2. Dairemizce yapılan temyiz incelemesi sonucunda; Hükme esas alınan bilirkişi kurulu raporunda dava konusu taşınmazın değerinin tespitinde, bozma öncesi esas alınan aynı satışın emsal olarak alınması doğru olmadığı gibi, aynı amaçla kamulaştırılan birbirine komşu olan taşınmazlarla ilgili olarak açılan davalarda aynı değerlendirme tarihi itibarıyla benzer sonuçlara ulaşılması, oluşabilecek farklılıkların da makul gerekçelerle açıklanması gerektiği halde Mahkemece birbirine yakın taşınmazlar için yeterli gerekçe gösterilmeden çok farklı metrekare birim fiyatları belirlendiğinden denetime elverişli olmayan bu rapora göre karar verilmesi ve Mahkemece verilen hüküm, Dairenin bozma kararı ile ortadan kalktığı halde, yeniden tescil hükmü kurulmaması doğru görülmediğinden kararın bozulmasına karar verilmiştir.

F. Mahkemece Bozmaya Uyularak Verilen Dördüncü Karar

Mahkemenin yukarıda tarih ve sayısı belirtilen kararı ile davanın kabulüne ve kamulaştırma bedelinin tespiti ile bu bedelin davalı tarafa ödenmesine karar verilmiştir.

V. TEMYİZ

A. Temyiz Yoluna Başvuranlar

Mahkemenin yukarıda belirtilen kararına karşı süresi içinde taraf vekilleri temyiz isteminde bulunmuştur.

B. Temyiz Sebepleri

1. Davacı idare vekili temyiz dilekçesinde özetle; bilirkişi raporunun kabulünün mümkün olmadığını, bedelin fahiş olduğunu, eksik inceleme sonucu değer tespiti yapıldığı gerekçesiyle kararın bozulmasını talep etmiştir.

2. Davalı vekili temyiz dilekçesinde özetle; dava konusu taşınmazın değerinin düşük belirlendiğini, gerçek değerini yansıtmadığından kararın bozulmasını talep etmiştir.

C. Gerekçe

1. Uyuşmazlık ve Hukukî Nitelendirme

Uyuşmazlık, ... olarak davacı idare ile davalı tapu maliki arasındaki kamulaştırma bedelinin tespiti istemine ilişkindir.

2. İlgili Hukuk

1. 6100 sayılı Hukuk Muhakemeleri Kanunu’nun (6100 sayılı Kanun) geçici 3 üncü maddesi gereği yürürlükte bulunan 1086 sayılı Hukuk Usulü Muhakemeleri Kanunu’nun (1086 sayılı Kanun) 26.09.2004 tarihli ve 5236 sayılı Kanun'la yapılan değişiklikten önceki 427 ilâ 439 uncu maddeleri.

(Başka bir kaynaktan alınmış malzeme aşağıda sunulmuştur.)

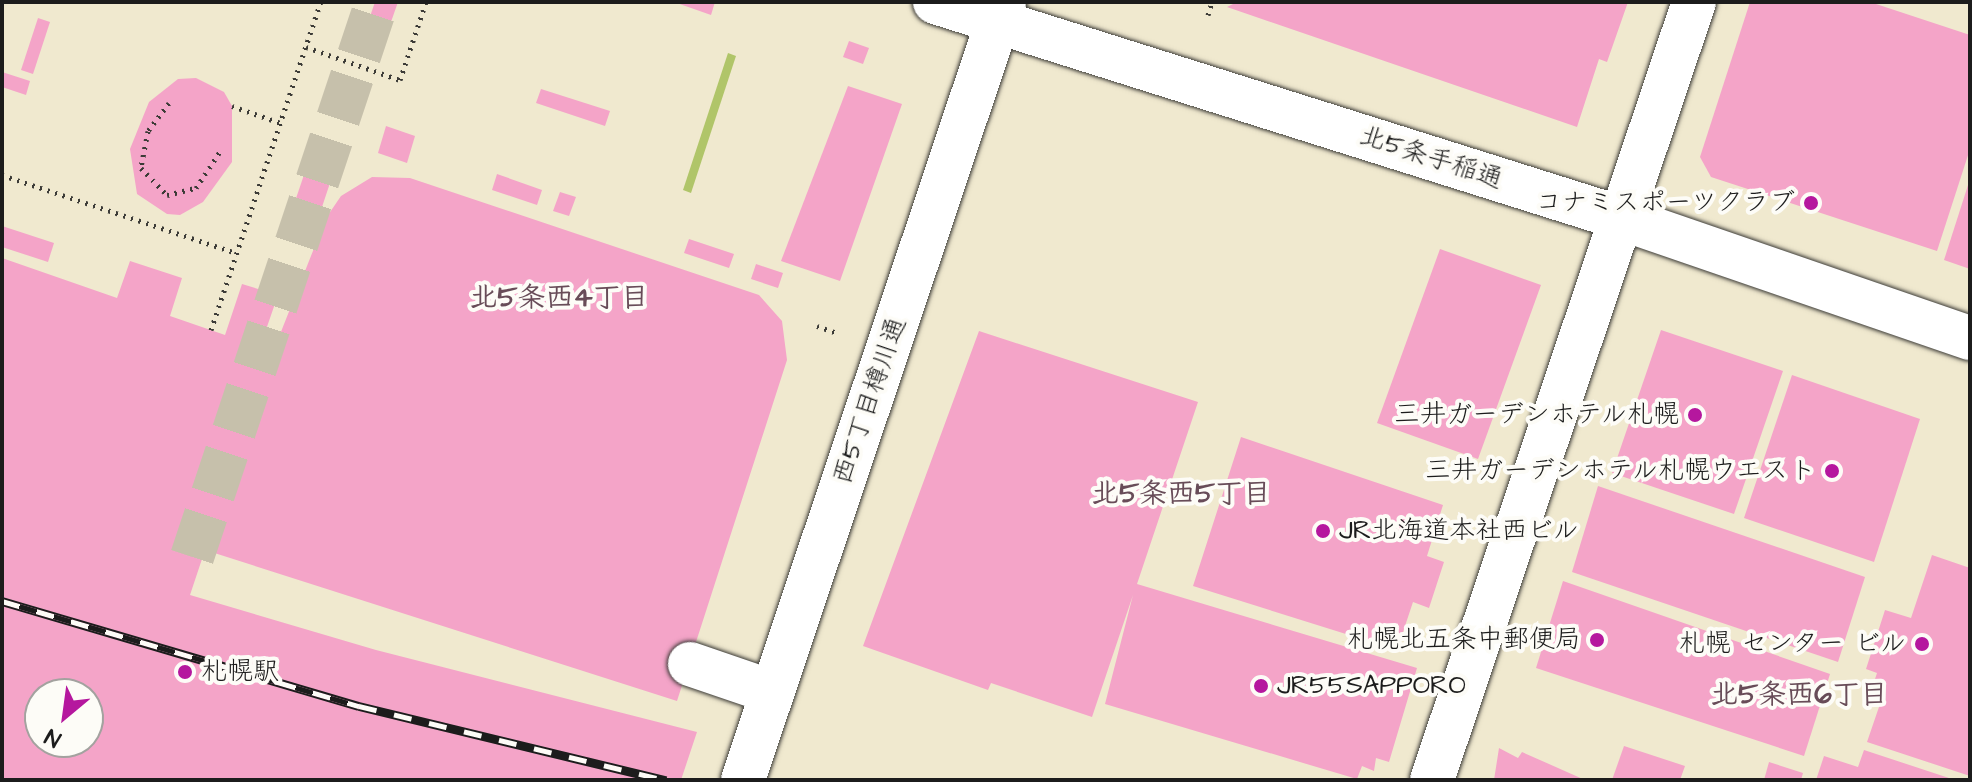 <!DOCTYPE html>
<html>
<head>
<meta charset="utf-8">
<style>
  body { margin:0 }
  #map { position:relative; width:1972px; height:782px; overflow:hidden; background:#f0e9cf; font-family:"Architects Daughter","Klee One",sans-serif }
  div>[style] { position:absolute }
  .green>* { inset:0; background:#b0c569 }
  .building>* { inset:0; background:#f4a4c8 }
  .minor-tunnel>* { height:44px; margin-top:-22px; transform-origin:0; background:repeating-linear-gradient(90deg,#c6c0ab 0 44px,transparent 0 66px) }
  .path>* { height:5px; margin-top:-2.5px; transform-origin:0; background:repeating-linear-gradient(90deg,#3c3b37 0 2px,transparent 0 8px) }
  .roads { filter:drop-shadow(0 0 2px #3c3b37) drop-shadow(0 0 2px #3c3b37) }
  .minor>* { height:44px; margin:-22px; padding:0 22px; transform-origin:22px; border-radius:22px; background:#fff }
  .rail>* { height:9px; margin-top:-4.5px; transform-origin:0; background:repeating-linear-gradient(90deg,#fdfcf7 0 18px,#1c1c1c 0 36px); box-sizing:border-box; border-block:2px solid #1c1c1c }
  .dots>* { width:22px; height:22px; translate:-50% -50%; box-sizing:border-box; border:4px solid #fdfcf7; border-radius:50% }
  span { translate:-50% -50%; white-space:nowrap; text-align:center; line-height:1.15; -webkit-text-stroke:8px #fdfcf7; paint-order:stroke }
  .street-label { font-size:26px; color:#1c1c1c }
  .poi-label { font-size:26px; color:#1c1c1c }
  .right { translate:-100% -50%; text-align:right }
  .left { translate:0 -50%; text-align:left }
  .neighbourhood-label { font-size:28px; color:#684c58; font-weight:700 }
  .frame { position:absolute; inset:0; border:4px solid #1c1c1c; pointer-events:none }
  .north { position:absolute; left:24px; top:678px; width:80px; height:80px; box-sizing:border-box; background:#fdfcf7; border:2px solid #a3a29f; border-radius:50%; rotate:209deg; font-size:22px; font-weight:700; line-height:32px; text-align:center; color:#1c1c1c }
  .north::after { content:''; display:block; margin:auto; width:28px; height:36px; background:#b5179e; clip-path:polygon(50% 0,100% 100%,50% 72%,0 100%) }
</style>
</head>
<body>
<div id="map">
  <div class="green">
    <div style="clip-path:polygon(728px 53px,736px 56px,691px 193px,683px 190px)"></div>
  </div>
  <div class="building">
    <div style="clip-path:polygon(375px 2px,398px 2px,385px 39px,365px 31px)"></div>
    <div style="clip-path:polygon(674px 2px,715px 2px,711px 15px)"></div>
    <div style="clip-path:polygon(1237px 2px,1628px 2px,1607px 62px,1599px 59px,1577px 127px,1227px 7px)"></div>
    <div style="clip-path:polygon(1750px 2px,1870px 2px,1970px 35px,1970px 149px,1937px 251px,1711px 177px,1700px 157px)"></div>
    <div style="clip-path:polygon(38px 18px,50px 22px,33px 74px,21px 70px)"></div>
    <div style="clip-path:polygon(849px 41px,869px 48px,863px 64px,843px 57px)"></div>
    <div style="clip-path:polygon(2px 72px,30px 81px,26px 95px,2px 87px)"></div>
    <div style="clip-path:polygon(196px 78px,224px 92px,232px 106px,232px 162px,203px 202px,180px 215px,167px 214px,137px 194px,130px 149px,149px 102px,178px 79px)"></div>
    <div style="clip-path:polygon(848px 86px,902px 104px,840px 281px,781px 261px)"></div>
    <div style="clip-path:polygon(541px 89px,610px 111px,605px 126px,536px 103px)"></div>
    <div style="clip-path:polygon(386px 126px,415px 136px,407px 163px,378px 153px)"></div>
    <div style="clip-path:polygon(307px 166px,333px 174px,316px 225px,290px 216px)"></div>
    <div style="clip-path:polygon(497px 174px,542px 190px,537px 205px,492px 190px)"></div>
    <div style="clip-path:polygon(evenodd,372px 177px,410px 178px,759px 295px,782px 321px,787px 360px,677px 701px,205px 550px,190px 595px,376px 650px,697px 732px,681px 780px,2px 780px,2px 258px,117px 298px,130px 261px,182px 278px,170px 316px,225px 335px,242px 284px,278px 295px,260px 347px,273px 352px,326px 218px,341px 196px,372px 177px,40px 694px,88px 694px,88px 742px,40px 742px,40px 694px)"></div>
    <div style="clip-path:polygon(1969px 182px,1970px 182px,1970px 269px,1944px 260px)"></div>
    <div style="clip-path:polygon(560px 192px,576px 197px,569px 216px,553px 211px)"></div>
    <div style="clip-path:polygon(2px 226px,54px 243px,48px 262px,2px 247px)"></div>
    <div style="clip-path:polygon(689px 239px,734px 254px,729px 268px,684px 253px)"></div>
    <div style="clip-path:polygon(1440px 249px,1541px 285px,1478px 459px,1377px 423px)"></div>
    <div style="clip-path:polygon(756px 264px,783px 273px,778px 288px,751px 279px)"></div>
    <div style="clip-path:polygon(1661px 330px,1783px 371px,1734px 514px,1612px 473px)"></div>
    <div style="clip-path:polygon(979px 331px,1198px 402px,1137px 584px,1417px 668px,1389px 762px,1376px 758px,1374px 771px,1362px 766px,1357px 779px,1105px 704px,1133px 595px,1092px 717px,991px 683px,988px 690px,863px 646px)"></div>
    <div style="clip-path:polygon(1792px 375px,1920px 419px,1874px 562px,1744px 518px)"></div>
    <div style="clip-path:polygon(1241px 437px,1443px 505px,1427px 556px,1444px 562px,1429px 608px,1413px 602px,1397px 650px,1193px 586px)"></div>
    <div style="clip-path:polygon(1598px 486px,1865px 577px,1838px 662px,1572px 572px)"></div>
    <div style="clip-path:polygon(1932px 555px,1970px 568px,1970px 776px,1867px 742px,1880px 704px,1868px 700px,1877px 673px,1866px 669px,1885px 610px,1911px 618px)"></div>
    <div style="clip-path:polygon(1563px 581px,1830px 674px,1804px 756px,1536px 668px)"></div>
    <div style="clip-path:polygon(1624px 746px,1685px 766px,1680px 780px,1612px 780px)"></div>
    <div style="clip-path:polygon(1499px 748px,1518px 758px,1522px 752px,1585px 780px,1494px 780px)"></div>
    <div style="clip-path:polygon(1864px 750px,1952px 779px,1952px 780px,1816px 780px,1824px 756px,1858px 767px)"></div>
    <div style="clip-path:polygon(1769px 762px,1803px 773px,1801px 780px,1764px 780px)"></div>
  </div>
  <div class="minor-tunnel">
    <div style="left:192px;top:557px;width:585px;rotate:-71.57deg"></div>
  </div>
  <div class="path">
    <div style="left:1208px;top:15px;width:14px;rotate:-73deg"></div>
    <div style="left:306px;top:47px;width:100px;rotate:19.3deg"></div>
    <div style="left:400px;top:80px;width:82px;rotate:-71.6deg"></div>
    <div style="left:169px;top:103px;width:35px;rotate:127deg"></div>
    <div style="left:148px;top:131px;width:38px;rotate:101deg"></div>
    <div style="left:141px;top:168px;width:37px;rotate:46deg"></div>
    <div style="left:167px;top:195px;width:30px;rotate:-14deg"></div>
    <div style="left:196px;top:188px;width:45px;rotate:-56.7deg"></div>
    <div style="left:232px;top:106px;width:52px;rotate:19.1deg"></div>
    <div style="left:2px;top:175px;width:248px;rotate:18.4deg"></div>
    <div style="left:817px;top:326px;width:21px;rotate:19deg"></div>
    <div style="left:211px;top:330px;width:346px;rotate:-71.5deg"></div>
  </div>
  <div class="roads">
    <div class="minor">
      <div style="left:935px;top:2px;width:719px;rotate:17.48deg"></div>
      <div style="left:1621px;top:218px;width:369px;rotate:19deg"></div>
      <div style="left:690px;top:664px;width:87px;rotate:18.9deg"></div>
      <div style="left:743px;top:780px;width:821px;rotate:-71.45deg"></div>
      <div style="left:1432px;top:780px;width:821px;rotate:-71.39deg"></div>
    </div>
  </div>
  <div class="rail">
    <div style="left:2px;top:601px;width:372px;rotate:16.4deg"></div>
    <div style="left:359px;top:706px;width:316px;rotate:13.6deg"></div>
  </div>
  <div class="dots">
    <div style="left:1811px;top:203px;background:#b5179e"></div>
    <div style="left:1695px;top:415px;background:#b5179e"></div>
    <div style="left:1832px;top:471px;background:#b5179e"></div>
    <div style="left:1323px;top:531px;background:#b5179e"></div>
    <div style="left:1597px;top:640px;background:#b5179e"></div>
    <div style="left:1922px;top:644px;background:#b5179e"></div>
    <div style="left:185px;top:672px;background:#b5179e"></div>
    <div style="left:1261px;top:686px;background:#b5179e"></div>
  </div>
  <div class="street-label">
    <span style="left:1431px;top:158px;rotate:18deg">北5条手稲通</span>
    <span style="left:870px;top:401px;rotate:-71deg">西5丁目樽川通</span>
  </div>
  <div class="poi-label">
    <span class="right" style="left:1795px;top:203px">コナミスポーツクラブ</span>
    <span class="right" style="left:1679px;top:415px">三井ガーデンホテル札幌</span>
    <span class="right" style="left:1816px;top:471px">三井ガーデンホテル札幌ウエスト</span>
    <span class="left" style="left:1339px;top:531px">JR北海道本社西ビル</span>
    <span class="right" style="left:1581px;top:640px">札幌北五条中郵便局</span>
    <span class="right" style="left:1906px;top:644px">札幌 センター ビル</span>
    <span class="left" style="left:201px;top:672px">札幌駅</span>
    <span class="left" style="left:1277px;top:686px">JR55SAPPORO</span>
  </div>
  <div class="neighbourhood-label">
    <span style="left:559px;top:298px">北5条西4丁目</span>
    <span style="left:1181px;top:494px">北5条西5丁目</span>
    <span style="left:1799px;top:695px">北5条西6丁目</span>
  </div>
  <div class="frame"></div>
  <div class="north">N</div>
</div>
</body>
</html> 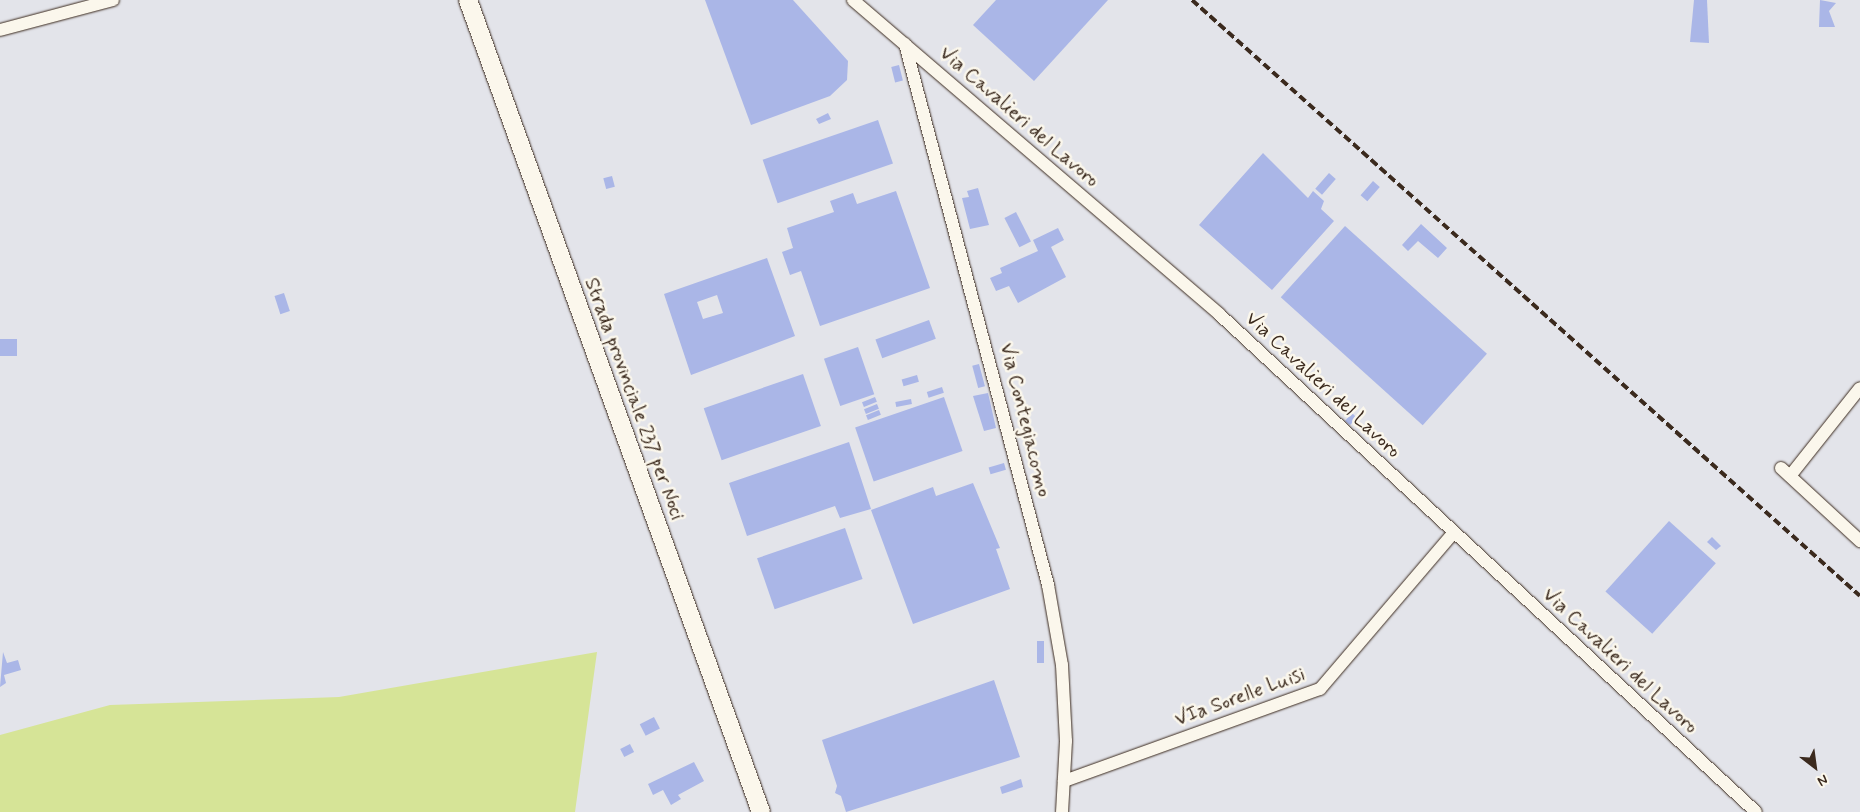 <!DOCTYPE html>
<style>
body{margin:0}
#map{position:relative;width:1860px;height:812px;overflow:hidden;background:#e3e4ea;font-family:Mynerve,sans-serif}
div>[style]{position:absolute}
.green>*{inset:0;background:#d6e497}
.building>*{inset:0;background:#aab6e7;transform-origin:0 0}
.roads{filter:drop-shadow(0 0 1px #3b2a1e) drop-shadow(0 0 1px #3b2a1e)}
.street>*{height:12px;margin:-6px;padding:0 6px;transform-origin:6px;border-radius:6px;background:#fbf7ec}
.secondary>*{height:18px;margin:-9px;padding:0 9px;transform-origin:9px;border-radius:9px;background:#fbf7ec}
.rail>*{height:4px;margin-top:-2px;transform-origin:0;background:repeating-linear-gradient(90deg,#3b2a1e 0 8px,transparent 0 12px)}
span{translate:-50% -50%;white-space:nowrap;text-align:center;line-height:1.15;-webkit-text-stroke:5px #fbf7ec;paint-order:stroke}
.street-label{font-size:20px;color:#3b2a1e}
.north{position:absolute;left:1790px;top:742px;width:50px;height:50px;-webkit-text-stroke:4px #fbf7ec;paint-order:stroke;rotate:150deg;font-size:14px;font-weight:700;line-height:20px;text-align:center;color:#3b2a1e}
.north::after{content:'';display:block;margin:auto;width:18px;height:22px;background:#3b2a1e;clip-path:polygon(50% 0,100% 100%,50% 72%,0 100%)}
</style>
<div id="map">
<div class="green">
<i style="clip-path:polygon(597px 652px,575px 812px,0 812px,0 735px,110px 705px,339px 697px)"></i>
</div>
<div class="building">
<i style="clip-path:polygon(705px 0,793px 0,848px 61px,847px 80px,830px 96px,751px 125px)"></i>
<i style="clip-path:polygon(996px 0,1108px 0,1034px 81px,973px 25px)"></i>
<i style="clip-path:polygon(1694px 0,1707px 0,1709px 43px,1690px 42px)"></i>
<i style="clip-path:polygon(1820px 0,1836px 3px,1829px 11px,1835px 27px,1819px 27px)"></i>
<i style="left:899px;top:65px;width:16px;height:8px;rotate:76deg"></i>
<i style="clip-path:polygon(828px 113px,831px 119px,819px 124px,816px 119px)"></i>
<i style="left:878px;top:120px;width:46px;height:122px;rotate:71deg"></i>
<i style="clip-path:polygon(1263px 153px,1308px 198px,1313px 191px,1324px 201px,1321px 209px,1334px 221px,1272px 290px,1199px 225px)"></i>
<i style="left:1329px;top:173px;width:9px;height:21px;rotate:41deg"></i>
<i style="left:612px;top:176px;width:11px;height:9px;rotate:75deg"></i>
<i style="left:1373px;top:181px;width:9px;height:19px;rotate:41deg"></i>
<i style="clip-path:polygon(978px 188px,989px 225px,970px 229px,962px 198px,969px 197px,967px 191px)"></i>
<i style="clip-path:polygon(896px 191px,930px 288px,820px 326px,801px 271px,790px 275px,782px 252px,793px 248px,787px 228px,834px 212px,830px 201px,853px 193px,857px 204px)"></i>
<i style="left:1016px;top:212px;width:33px;height:13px;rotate:63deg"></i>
<i style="clip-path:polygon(1421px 224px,1447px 248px,1438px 258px,1418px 241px,1408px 251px,1402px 245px)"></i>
<i style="left:1345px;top:226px;width:191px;height:96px;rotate:42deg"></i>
<i style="clip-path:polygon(1058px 228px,1064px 240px,1051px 247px,1066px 277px,1018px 303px,1009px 286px,996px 291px,990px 278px,1002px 273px,1000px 268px,1038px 251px,1033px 240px)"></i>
<i style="clip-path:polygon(evenodd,767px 258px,795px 336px,691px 375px,664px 294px,767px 258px,717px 295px,723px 313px,703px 319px,697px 302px,717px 295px)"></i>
<i style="left:284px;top:293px;width:19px;height:10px;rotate:72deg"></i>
<i style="left:929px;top:320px;width:20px;height:57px;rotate:70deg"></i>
<i style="left:0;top:339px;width:17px;height:17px"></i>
<i style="left:858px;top:347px;width:50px;height:36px;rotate:71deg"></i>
<i style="left:979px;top:364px;width:23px;height:7px;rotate:75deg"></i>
<i style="left:803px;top:374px;width:55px;height:105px;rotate:71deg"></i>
<i style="left:917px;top:375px;width:7px;height:16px;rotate:74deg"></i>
<i style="left:942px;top:387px;width:6px;height:16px;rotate:72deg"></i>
<i style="clip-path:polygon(988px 393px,996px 428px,984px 431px,973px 396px)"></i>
<i style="left:875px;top:397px;width:5px;height:14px;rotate:68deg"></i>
<i style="left:944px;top:397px;width:57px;height:94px;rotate:71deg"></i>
<i style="left:911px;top:399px;width:5px;height:16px;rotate:79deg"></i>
<i style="left:877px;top:404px;width:5px;height:14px;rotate:68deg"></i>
<i style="left:879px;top:410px;width:5px;height:14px;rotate:68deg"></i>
<i style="clip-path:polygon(1352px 413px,1357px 418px,1350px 425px,1345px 421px)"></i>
<i style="clip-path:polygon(849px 442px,871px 509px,840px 518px,835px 506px,747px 536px,729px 483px)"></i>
<i style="left:1004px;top:463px;width:7px;height:16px;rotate:74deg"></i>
<i style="clip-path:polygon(973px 483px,1000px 548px,996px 549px,1010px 589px,913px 624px,871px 510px,933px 487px,936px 496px)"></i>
<i style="left:1669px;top:521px;width:63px;height:95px;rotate:42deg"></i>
<i style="left:845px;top:528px;width:54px;height:93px;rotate:71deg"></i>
<i style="clip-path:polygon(1712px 537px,1721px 546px,1716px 550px,1707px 542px)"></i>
<i style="left:1037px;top:641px;width:7px;height:22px"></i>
<i style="clip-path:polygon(3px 652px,7px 663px,18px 660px,21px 670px,4px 675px,6px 683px,0 687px)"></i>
<i style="clip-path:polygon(994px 680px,1020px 757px,846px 812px,841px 796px,835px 793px,837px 786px,822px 740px)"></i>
<i style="left:654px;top:717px;width:13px;height:16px;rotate:63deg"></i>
<i style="left:630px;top:744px;width:9px;height:11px;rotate:63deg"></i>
<i style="clip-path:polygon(694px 762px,704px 781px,678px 795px,681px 799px,671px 805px,663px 790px,653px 795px,648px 784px)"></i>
<i style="clip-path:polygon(1021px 779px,1023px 787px,1002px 794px,1000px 787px)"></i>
</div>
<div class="roads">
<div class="street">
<i style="left:853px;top:0;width:482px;rotate:40.6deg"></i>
<i style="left:1219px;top:314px;width:732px;rotate:42.84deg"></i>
<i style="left:0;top:30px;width:117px;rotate:-14.9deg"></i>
<i style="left:905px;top:44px;width:560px;rotate:75.19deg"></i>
<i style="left:1048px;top:585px;width:81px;rotate:80.1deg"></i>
<i style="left:1062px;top:665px;width:76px;rotate:87deg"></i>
<i style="left:1066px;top:741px;width:71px;rotate:93.2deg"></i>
<i style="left:1781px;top:468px;width:108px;rotate:42.7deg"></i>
<i style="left:1790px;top:476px;width:112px;rotate:-51.5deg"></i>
<i style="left:1064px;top:781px;width:272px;rotate:-19.8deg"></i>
<i style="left:1320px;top:689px;width:206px;rotate:-49.5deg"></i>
</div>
<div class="secondary">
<i style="left:468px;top:0;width:863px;rotate:70.16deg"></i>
</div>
</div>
<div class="rail">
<i style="left:1192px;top:0;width:895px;rotate:41.74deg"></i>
</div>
<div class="street-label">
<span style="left:1019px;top:117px;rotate:41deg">Via Cavalieri del Lavoro</span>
<span style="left:1323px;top:385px;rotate:43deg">Via Cavalieri del Lavoro</span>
<span style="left:634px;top:399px;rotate:70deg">Strada provinciale 237 per Noci</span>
<span style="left:1025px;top:420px;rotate:76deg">Via Contegiacomo</span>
<span style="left:1620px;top:661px;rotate:43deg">Via Cavalieri del Lavoro</span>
<span style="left:1240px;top:697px;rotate:-20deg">VIa Sorelle Luisi</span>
</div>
<div class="north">N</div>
</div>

2. 2942 sayılı Kanun'un 10 uncu maddesinin sekizinci fıkrası, 11 inci maddesinin birinci ve ikinci fıkraları.

3. Değerlendirme

1. Temyiz olunan nihai kararların bozulması 6100 sayılı Kanun'un geçici 3 üncü maddesi gereği yürürlükte bulunan 1086 sayılı Kanun'un 26.09.2004 tarihli ve 5236 sayılı Kanun'la yapılan değişiklikten önceki 428 inci maddesinde yer alan sebeplerden birinin varlığı hâlinde mümkündür.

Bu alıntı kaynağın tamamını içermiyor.